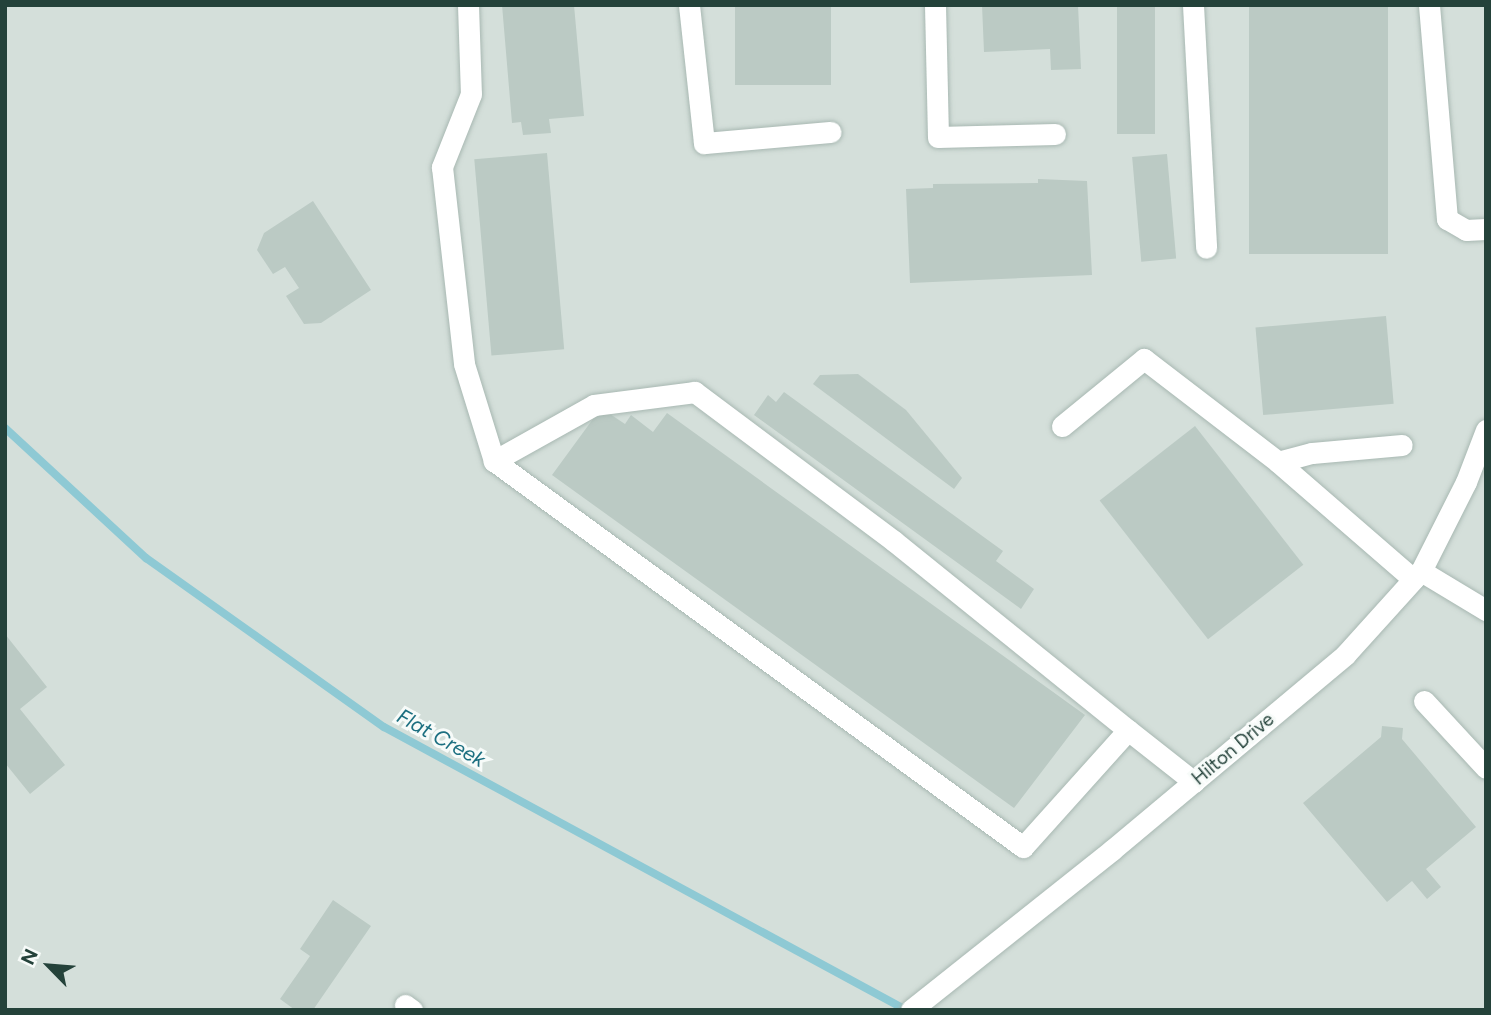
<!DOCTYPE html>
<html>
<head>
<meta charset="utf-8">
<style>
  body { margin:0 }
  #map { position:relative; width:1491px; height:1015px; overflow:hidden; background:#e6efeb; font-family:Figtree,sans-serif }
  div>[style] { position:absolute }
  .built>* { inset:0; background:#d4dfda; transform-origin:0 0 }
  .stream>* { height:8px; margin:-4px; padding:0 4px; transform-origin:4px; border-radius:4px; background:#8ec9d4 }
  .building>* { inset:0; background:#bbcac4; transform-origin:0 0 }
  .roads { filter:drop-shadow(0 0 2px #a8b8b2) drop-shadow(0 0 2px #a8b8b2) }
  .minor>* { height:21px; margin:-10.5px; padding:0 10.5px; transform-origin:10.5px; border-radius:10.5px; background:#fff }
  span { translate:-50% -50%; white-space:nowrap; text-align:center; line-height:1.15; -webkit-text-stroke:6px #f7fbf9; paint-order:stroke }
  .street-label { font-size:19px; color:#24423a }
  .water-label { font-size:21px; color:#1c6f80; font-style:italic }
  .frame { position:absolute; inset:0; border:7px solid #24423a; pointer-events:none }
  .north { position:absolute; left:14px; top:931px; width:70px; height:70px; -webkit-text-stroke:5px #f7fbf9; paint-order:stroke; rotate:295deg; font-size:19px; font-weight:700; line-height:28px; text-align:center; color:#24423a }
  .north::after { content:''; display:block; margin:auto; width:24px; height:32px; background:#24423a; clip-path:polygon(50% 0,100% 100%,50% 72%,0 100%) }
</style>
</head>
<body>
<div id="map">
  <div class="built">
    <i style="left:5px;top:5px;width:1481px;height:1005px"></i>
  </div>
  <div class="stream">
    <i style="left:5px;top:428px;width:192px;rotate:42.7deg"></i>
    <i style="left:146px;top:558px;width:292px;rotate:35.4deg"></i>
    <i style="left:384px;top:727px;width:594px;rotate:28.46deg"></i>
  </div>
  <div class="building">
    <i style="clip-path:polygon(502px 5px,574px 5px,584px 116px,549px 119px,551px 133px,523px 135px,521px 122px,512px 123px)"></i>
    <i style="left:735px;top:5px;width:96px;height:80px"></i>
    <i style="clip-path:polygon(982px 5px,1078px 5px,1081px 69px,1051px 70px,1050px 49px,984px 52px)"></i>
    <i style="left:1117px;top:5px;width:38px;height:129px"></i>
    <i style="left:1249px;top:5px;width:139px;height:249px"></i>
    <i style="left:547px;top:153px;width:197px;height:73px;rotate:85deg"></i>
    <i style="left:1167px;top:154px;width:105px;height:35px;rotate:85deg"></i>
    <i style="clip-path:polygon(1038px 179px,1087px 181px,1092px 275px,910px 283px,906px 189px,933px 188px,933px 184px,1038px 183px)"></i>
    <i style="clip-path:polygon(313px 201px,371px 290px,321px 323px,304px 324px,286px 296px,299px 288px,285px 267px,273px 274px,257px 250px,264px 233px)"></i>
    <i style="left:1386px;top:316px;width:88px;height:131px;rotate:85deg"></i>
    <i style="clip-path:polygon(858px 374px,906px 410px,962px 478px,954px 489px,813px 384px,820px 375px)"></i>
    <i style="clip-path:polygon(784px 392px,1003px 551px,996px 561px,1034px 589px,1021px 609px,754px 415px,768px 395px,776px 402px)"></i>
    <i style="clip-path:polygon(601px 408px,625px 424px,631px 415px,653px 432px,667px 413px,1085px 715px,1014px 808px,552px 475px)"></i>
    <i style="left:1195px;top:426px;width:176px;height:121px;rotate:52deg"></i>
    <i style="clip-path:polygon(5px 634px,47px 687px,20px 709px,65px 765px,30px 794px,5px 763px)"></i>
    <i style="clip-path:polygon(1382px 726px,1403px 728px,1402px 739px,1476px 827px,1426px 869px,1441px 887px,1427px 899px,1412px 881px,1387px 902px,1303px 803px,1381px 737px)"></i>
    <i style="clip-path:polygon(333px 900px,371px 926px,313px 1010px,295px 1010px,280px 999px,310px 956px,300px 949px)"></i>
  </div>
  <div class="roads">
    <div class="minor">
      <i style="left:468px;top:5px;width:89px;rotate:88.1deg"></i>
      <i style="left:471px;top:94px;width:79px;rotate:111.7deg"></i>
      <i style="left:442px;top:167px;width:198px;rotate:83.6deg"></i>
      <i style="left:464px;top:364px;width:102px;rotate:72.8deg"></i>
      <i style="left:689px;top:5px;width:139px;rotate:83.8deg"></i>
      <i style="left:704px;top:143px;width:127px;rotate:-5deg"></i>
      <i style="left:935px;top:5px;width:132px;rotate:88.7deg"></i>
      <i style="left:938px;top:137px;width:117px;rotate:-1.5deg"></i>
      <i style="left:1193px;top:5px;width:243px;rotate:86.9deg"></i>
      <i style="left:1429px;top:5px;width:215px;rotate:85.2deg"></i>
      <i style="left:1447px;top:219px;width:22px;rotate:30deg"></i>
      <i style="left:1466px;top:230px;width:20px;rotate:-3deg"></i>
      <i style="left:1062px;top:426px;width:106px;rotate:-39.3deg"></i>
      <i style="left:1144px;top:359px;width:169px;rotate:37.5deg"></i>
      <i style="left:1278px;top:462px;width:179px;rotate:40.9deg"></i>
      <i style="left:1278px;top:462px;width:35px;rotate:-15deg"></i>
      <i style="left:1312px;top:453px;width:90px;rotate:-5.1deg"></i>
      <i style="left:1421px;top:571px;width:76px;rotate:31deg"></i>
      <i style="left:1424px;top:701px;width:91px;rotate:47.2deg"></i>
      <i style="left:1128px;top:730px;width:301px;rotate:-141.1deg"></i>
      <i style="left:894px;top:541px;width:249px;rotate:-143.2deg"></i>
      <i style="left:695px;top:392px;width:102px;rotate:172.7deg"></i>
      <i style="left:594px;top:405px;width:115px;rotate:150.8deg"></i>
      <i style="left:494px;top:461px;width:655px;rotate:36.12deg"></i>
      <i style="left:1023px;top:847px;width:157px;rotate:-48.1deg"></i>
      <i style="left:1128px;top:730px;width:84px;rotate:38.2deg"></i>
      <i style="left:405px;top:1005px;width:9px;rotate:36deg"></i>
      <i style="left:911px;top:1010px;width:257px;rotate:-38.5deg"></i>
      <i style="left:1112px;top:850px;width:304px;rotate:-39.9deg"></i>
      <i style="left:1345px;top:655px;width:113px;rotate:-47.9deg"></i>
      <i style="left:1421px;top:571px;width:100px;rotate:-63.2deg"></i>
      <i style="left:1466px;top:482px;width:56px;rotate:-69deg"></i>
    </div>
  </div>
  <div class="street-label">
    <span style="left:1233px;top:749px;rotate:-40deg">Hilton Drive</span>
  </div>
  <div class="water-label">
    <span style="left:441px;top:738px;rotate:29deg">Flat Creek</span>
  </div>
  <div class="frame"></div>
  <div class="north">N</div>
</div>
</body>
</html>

**EXERCISE**
Leaving out the pictures, print each line of the records above from the first up to and including the one that contains "position:absolute; left:14px; top:931px;", exactly as written.

**RESPONSE BOX**
<!DOCTYPE html>
<html>
<head>
<meta charset="utf-8">
<style>
  body { margin:0 }
  #map { position:relative; width:1491px; height:1015px; overflow:hidden; background:#e6efeb; font-family:Figtree,sans-serif }
  div>[style] { position:absolute }
  .built>* { inset:0; background:#d4dfda; transform-origin:0 0 }
  .stream>* { height:8px; margin:-4px; padding:0 4px; transform-origin:4px; border-radius:4px; background:#8ec9d4 }
  .building>* { inset:0; background:#bbcac4; transform-origin:0 0 }
  .roads { filter:drop-shadow(0 0 2px #a8b8b2) drop-shadow(0 0 2px #a8b8b2) }
  .minor>* { height:21px; margin:-10.5px; padding:0 10.5px; transform-origin:10.5px; border-radius:10.5px; background:#fff }
  span { translate:-50% -50%; white-space:nowrap; text-align:center; line-height:1.15; -webkit-text-stroke:6px #f7fbf9; paint-order:stroke }
  .street-label { font-size:19px; color:#24423a }
  .water-label { font-size:21px; color:#1c6f80; font-style:italic }
  .frame { position:absolute; inset:0; border:7px solid #24423a; pointer-events:none }
  .north { position:absolute; left:14px; top:931px; width:70px; height:70px; -webkit-text-stroke:5px #f7fbf9; paint-order:stroke; rotate:295deg; font-size:19px; font-weight:700; line-height:28px; text-align:center; color:#24423a }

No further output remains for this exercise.